* [Work order]: With the line containing "position:absolute; left:1017px; top:1158px;" as the start and the line containing "position:absolute; left:512px; top:1134px;" as the end, transcribe that span of the entries below exactly, including both.

* [Material for this exercise]:
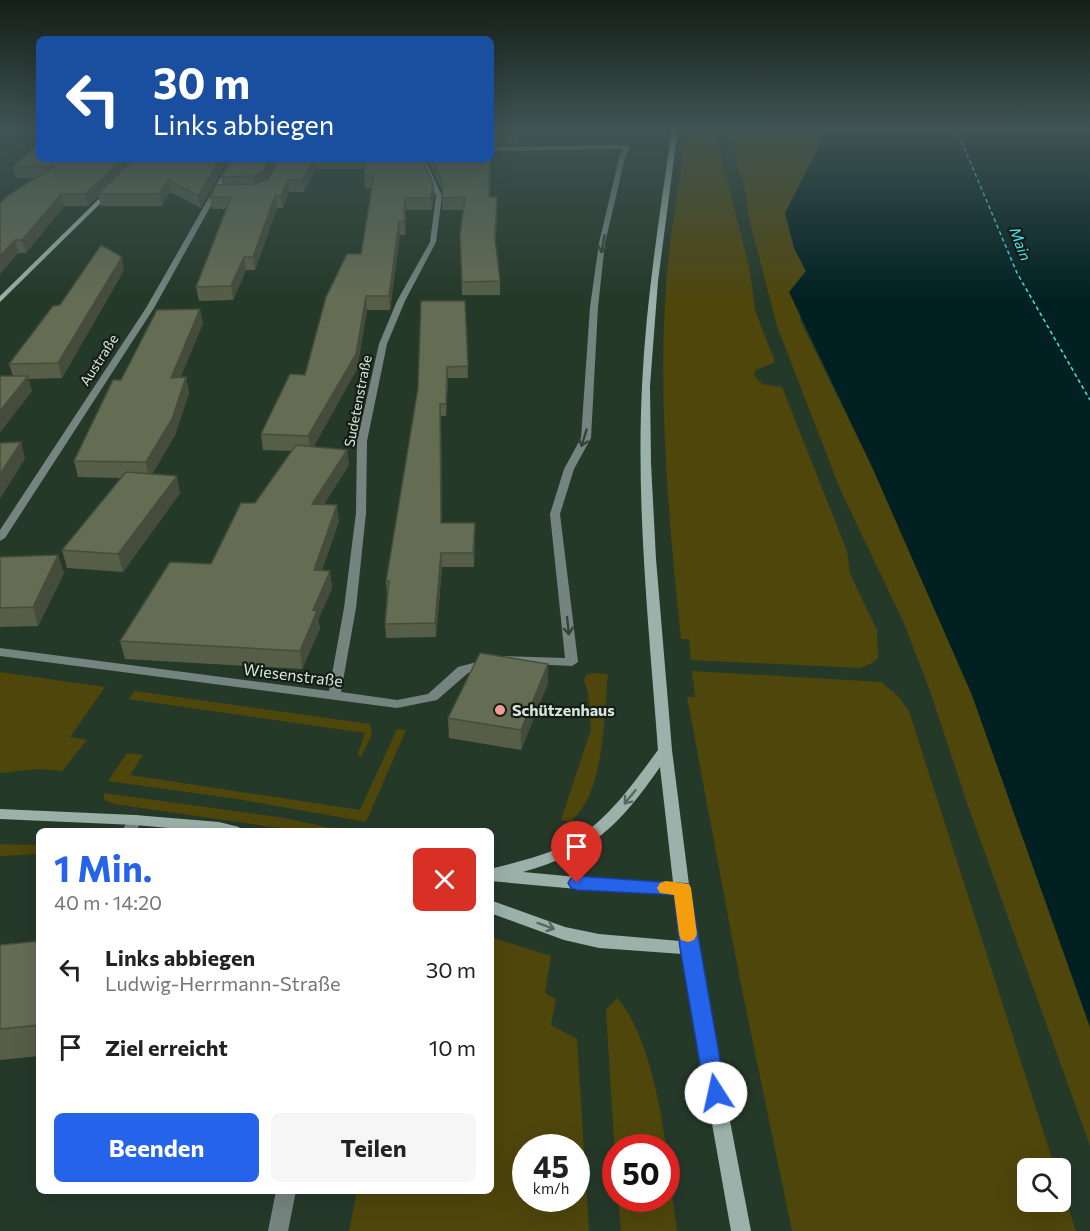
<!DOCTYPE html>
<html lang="de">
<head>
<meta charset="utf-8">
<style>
	:root { --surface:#fff; --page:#f6f6f6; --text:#222; --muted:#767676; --accent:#2563eb }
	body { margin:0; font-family:Commissioner,sans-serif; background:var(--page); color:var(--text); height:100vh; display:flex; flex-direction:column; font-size:22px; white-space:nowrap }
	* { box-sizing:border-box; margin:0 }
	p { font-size:20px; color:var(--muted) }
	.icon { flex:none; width:33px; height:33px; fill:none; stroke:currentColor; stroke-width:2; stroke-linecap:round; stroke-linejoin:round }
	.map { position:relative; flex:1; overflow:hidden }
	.sheet { position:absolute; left:36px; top:828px; width:458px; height:366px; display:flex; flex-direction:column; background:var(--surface); border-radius:9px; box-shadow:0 6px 24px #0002 }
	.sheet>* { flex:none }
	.guide { position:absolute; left:36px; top:36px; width:458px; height:126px; border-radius:9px; box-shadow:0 6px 24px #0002; background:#1a4fa0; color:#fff; overflow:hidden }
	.tools { position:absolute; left:1017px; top:1158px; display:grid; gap:12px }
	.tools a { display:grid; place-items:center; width:54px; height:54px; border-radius:9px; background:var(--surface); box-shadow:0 6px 24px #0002; font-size:30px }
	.speed { position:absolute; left:512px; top:1134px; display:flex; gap:12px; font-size:30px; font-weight:700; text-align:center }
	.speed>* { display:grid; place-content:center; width:78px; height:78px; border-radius:50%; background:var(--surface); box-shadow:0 6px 24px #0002; line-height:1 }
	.speed small { font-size:15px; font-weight:400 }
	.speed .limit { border:9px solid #d22; background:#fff; color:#111 }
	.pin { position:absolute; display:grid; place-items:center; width:51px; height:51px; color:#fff; margin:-62px -26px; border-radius:50% 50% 50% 0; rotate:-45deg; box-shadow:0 0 6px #0007 }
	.pin .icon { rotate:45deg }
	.me { position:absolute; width:66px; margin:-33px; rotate:350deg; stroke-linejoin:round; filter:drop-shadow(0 0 4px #0008) }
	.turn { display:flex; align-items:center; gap:21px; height:126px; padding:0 18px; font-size:27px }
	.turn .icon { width:78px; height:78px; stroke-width:2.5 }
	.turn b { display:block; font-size:42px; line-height:51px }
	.round { display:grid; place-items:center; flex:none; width:63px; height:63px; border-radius:9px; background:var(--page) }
	.overview { display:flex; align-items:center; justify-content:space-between; height:102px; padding:0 18px }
	h1 { font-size:36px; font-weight:700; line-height:45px; color:var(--accent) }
	.cta { display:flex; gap:12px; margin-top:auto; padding:12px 18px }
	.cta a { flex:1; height:69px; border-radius:9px; background:var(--accent); color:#fff; font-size:24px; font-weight:700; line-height:69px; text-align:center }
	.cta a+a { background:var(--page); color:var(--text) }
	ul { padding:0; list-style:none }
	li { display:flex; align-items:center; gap:18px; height:78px; padding:0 18px }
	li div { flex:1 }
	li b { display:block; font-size:22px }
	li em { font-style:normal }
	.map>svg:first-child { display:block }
	.green { fill:#4f460c; fill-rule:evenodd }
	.water { fill:#002022 }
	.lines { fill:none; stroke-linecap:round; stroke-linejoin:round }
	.ferry { stroke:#4ae2ea; stroke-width:1.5; stroke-dasharray:4 3; stroke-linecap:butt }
	.lane { fill:#768480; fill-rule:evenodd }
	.street { fill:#768480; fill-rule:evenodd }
	.secondary { fill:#9bb2ab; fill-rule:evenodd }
	.wall { fill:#565e48 }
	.shaded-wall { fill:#464c3b }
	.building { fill:#646d54; stroke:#464c3b; stroke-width:1.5 }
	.oneway { stroke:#37423b }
	.oneway2 { stroke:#586860 }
	.route { fill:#2563eb; stroke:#184099; stroke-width:1.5 }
	.slow { fill:#f59e0b }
	.poi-dot { fill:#f59b97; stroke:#151e16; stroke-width:2 }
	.labels { text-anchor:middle; stroke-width:4.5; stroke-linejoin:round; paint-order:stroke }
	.far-street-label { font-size:14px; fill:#d9e6db; stroke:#151e16 }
	.far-water-label { font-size:15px; font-style:italic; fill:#4ae2ea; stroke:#151e16 }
	.street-label { font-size:16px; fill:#d9e6db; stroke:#151e16 }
	.poi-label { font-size:16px; font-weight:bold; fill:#d9e6db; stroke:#151e16; text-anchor:start }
</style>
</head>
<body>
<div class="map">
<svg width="1090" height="1231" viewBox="0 0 1090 1231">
	<rect width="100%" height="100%" fill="#253929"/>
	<g class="green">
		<path d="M 686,128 L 714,128 L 750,271 L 755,310 L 775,362 L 756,370 L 754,375 L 762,384 L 782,387 L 847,551 L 850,574 L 877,630 L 878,658 L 872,663 L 860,668 L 691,660 L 689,639 L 681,639 C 669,522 658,404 666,287 C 669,233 681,181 686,128 Z"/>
		<polygon points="727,128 828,128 822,142 794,248 806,271 800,320 873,469 972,695 1090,1027 1090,1146 966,800 929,688 903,621 840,489 777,326 750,222 744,185 727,137"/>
		<polygon points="692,671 881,682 898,696 909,711 1055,1168 1028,1168 1028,1202 1060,1202 1061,1185 1076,1231 792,1231 740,980 687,697 695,697"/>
		<polygon points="0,672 105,687 70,737 87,740 62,771 37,769 0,773"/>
		<path d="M 593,673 L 608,674 C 603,718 606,792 570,822 L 561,820 L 591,729 L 588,693 L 584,680 L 586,675 Z"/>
		<polygon points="135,691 370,724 372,734 361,757 358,754 365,733 128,699"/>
		<polygon points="397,729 406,730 366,822 237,799 108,781 127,753 143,755 130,775 360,810"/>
		<polygon points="104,793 278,817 347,831 299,831 114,804 104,800"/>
		<polygon points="0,844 39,845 39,854 0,856"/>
		<path d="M 491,937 L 551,956 L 545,993 L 556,999 L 551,1025 L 577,1039 L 589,1231 L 349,1231 L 357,1191 L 490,1191 ZM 525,1148 L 576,1148 L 576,1198 L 525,1198 Z"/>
		<path d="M 617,998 C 647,1031 660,1104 666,1147 L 615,1148 L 615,1158 L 606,1010 Z"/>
		<polygon points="666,1149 677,1231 621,1231 618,1199 666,1198"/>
	</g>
	<polygon class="water" points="828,128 1090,128 1090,1027 972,695 873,469 789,292 806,271 794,248 785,213"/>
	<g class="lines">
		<polyline class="ferry" points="956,128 1017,273 1090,400"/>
		<g class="lane">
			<polygon points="135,815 140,816 142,820 136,831 122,831 130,816"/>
			<polygon points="276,1191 296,1191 288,1231 268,1231"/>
		</g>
		<g class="street">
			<polygon points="627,145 630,147 625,158 605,243 598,307 591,438 574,469 560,514 578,662 572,666 508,663 504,662 502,659 504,656 565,658 550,514 564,469 581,438 590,307 599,243 619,158 623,149 490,151 490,147"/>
			<polygon points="231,159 237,159 154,308 5,538 0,541 0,530 146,308"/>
			<polygon points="419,159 425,159 442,196 436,242 405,301 387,344 367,441 366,513 356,608 341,692 397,700 428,694 458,667 488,659 492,660 494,663 492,666 468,673 437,700 397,708 0,656 0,648 329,691 344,608 356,513 357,441 379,344 397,301 430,242 436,196"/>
		</g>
		<g class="secondary">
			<path d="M 672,128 L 678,128 L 658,281 L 650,386 L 651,463 L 656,559 L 672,750 L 697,948 L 751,1231 L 731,1231 L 682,954 L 599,948 L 564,940 L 490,913 L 490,900 L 565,927 L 599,934 L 680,941 L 675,894 L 599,891 L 490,881 L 490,869 C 513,863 536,858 557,849 C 602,829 630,788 658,750 C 649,629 636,507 642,386 C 646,299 660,214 672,128 ZM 660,767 L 673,882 L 599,879 L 523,872 C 593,852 619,826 660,767 Z"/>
			<polygon points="109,189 114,190 0,302 0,296"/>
			<polygon points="0,809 135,815 219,822 239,827 241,831 202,831 135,825 0,819"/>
		</g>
	</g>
	<g class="wall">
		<polygon points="490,128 519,128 519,144 491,145 490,197 497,197 496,244 500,281 500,295 462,295 460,235 463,210 442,210 443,192 427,159 490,159"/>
		<polygon points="39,159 228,159 201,208 170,192 162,206 101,206 98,196 88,206 64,206 26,253 18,253 0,274 0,203 36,178 16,178 13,167"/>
		<polygon points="231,159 276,159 266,180 268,179 279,159 422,159 434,196 432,210 406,210 405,235 400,235 390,310 367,310 357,369 313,447 347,450 349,465 324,504 339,521 322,570 330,571 332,588 318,620 320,628 302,669 125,659 120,641 211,564 292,451 263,450 261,434 305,375 361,254 372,188 365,188 364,176 365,169 316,169 304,192 289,192 283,208 277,208 255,270 246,270 233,300 199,301 196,287 226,209 212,209 210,197 222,185 221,177"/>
		<polygon points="124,270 62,378 28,379 32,391 0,432 0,376 13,376 9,364 60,305"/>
		<polygon points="465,301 468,378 448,378 446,416 441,416 442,523 475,523 475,536 474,567 442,567 436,637 386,638 385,624 387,595 386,582"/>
		<polygon points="203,323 180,378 186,377 189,393 175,435 152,474 180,493 123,572 67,568 62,550 121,478 78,477 74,461 121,380"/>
		<polygon points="0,557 64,573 38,626 0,627"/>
		<polygon points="548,683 521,750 449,738 448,718"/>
		<polygon points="39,941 39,1056 0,1060 0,945"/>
	</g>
	<g class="shaded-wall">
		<polygon points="123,159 137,159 98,194 98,196 88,206 85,194"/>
		<polygon points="220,159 228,159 201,208 198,196"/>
		<polygon points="269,159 276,159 263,185 255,188 253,176"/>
		<polygon points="314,159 316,169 304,192 302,180"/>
		<polygon points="168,180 170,192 162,206 159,194"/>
		<polygon points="288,180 289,192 283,208 281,196"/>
		<polygon points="433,184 434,196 432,210 431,198"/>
		<polygon points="61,194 64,206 26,253 22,240"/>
		<polygon points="275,196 277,208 255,270 253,257"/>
		<polygon points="405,198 406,210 405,235 404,222"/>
		<polygon points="399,222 400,235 390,310 389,296"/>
		<polygon points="15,240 18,253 0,274 0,256"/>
		<polygon points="122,257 124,270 62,378 58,363"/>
		<polygon points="244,257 246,270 233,300 231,286"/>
		<polygon points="366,296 367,310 357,369 311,452 308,436"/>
		<polygon points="200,309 203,323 174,394 171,378"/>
		<polygon points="447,367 448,378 446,416 446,404"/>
		<polygon points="28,376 32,391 0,432 0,411"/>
		<polygon points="186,377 189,393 175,435 149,479 146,462"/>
		<polygon points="440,404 441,416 442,536 441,523"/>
		<polygon points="21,442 25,459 0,499 0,474"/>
		<polygon points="347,450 349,465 314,520 312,504"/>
		<polygon points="177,476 180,493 123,572 118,554"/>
		<polygon points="337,505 339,521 316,587 314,570"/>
		<polygon points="475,523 475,536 474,567 473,553"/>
		<polygon points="441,553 442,567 436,637 435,623"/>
		<polygon points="58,555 64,573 38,626 33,607"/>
		<polygon points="330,571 332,588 318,620 320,628 302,669 300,651 313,610"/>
		<polygon points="548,664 548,683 521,750 521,730"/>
	</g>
	<g class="building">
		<rect x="490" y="128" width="29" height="6"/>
		<polygon points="39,143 39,159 123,159 85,194 61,194 22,240 15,240 0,256 0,203 6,197 54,166 13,167"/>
		<polygon points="134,159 220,159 198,196 168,180 159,194 98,194"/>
		<polygon points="231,159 269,159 262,173 253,176 221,177"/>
		<polygon points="279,159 314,159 302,180 288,180 281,196 275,196 253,257 244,257 231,286 196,287 231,197 210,197 216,185 254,184 268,179"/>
		<polygon points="366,159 422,159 433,184 431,198 405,198 404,222 399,222 389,296 366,296 356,354 308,436 261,434 290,374 305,375 326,297 347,254 361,254 374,176 364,176"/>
		<polygon points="432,159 490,159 489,197 497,197 495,238 500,281 462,282 460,235 465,197 442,198 443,183"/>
		<polygon points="101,245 122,257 58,363 9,364 53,306 60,305"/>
		<polygon points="421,301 465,301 468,366 447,367 446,404 440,404 441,523 475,523 473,553 441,553 435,623 385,624 389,581 386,582 418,388"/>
		<polygon points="200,309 171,378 186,377 172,419 146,462 74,461 113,380 121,380 157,310"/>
		<polygon points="0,376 28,376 0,411"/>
		<polygon points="21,442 0,474 0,443"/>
		<polygon points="296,445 347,450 312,504 337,505 314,570 330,571 313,610 317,611 300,651 120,641 170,562 211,564 241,503 255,503"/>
		<polygon points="126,472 177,476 118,554 62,550"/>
		<polygon points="58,555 33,607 0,608 0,557"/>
		<polygon points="480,653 548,664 521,730 448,718"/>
		<polygon points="39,941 39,1025 0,1029 0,945"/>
	</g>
	<defs><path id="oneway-shaft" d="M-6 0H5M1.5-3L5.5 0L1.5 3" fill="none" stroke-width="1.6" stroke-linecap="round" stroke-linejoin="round" transform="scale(1.5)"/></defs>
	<g class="oneway">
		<use href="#oneway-shaft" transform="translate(603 244) rotate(100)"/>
		<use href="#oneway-shaft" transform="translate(584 438) rotate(107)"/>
		<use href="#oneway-shaft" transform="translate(568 626) rotate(84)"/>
	</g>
	<g class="oneway2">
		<use href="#oneway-shaft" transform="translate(630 797) rotate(129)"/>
		<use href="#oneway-shaft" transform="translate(546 926) rotate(20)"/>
	</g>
	<linearGradient id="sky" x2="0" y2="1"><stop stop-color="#141f17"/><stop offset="0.43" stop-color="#405454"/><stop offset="1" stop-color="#405454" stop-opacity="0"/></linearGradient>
	<rect width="1090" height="300" fill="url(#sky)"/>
	<polygon class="route" points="577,876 689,884 726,1093 723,1100 716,1103 708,1100 705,1093 680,948 674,895 577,890 571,888 568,883 571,878"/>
	<polygon class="slow" points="666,881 689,884 691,888 697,934 694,940 688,942 681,940 679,934 674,895 660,893 657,888 660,883"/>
	<circle class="poi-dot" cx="500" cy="710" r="6"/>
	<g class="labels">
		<g class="far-street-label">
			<text transform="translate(99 360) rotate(-57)" y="5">Austraße</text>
			<text transform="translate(358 401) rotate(-79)" y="5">Sudetenstraße</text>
		</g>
		<g class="far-water-label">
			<text transform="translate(1020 244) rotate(69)" y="5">Main</text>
		</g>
		<g class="street-label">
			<text transform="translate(293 675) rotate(7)" y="6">Wiesenstraße</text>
		</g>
		<g class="poi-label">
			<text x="512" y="716">Schützenhaus</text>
		</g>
	</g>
</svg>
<div class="tools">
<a><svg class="icon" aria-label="search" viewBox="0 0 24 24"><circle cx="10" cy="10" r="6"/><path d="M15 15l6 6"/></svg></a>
</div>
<div class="speed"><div>45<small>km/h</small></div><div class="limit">50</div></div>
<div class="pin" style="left:577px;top:883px;background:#d93025"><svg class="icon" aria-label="arrive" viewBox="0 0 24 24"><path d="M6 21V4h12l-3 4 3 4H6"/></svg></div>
<svg class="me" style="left:716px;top:1093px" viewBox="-20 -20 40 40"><circle r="19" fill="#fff"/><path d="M0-13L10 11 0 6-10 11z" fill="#2563eb"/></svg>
<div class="guide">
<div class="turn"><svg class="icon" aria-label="left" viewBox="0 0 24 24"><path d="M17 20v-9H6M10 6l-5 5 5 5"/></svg><div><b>30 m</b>Links abbiegen</div></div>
</div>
<section class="sheet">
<div class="overview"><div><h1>1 Min.</h1><p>40 m · 14:20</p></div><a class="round" style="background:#d93025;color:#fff"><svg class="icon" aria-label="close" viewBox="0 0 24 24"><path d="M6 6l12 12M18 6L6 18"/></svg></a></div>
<ul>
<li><svg class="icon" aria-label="left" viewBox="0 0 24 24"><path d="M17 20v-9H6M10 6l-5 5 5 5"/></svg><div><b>Links abbiegen</b><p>Ludwig-Herrmann-Straße</p></div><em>30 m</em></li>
<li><svg class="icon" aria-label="arrive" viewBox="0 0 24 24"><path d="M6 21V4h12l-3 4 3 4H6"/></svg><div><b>Ziel erreicht</b></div><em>10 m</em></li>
</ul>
<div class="cta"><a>Beenden</a><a>Teilen</a></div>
</section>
</div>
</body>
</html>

* [Written response]:
	.tools { position:absolute; left:1017px; top:1158px; display:grid; gap:12px }
	.tools a { display:grid; place-items:center; width:54px; height:54px; border-radius:9px; background:var(--surface); box-shadow:0 6px 24px #0002; font-size:30px }
	.speed { position:absolute; left:512px; top:1134px; display:flex; gap:12px; font-size:30px; font-weight:700; text-align:center }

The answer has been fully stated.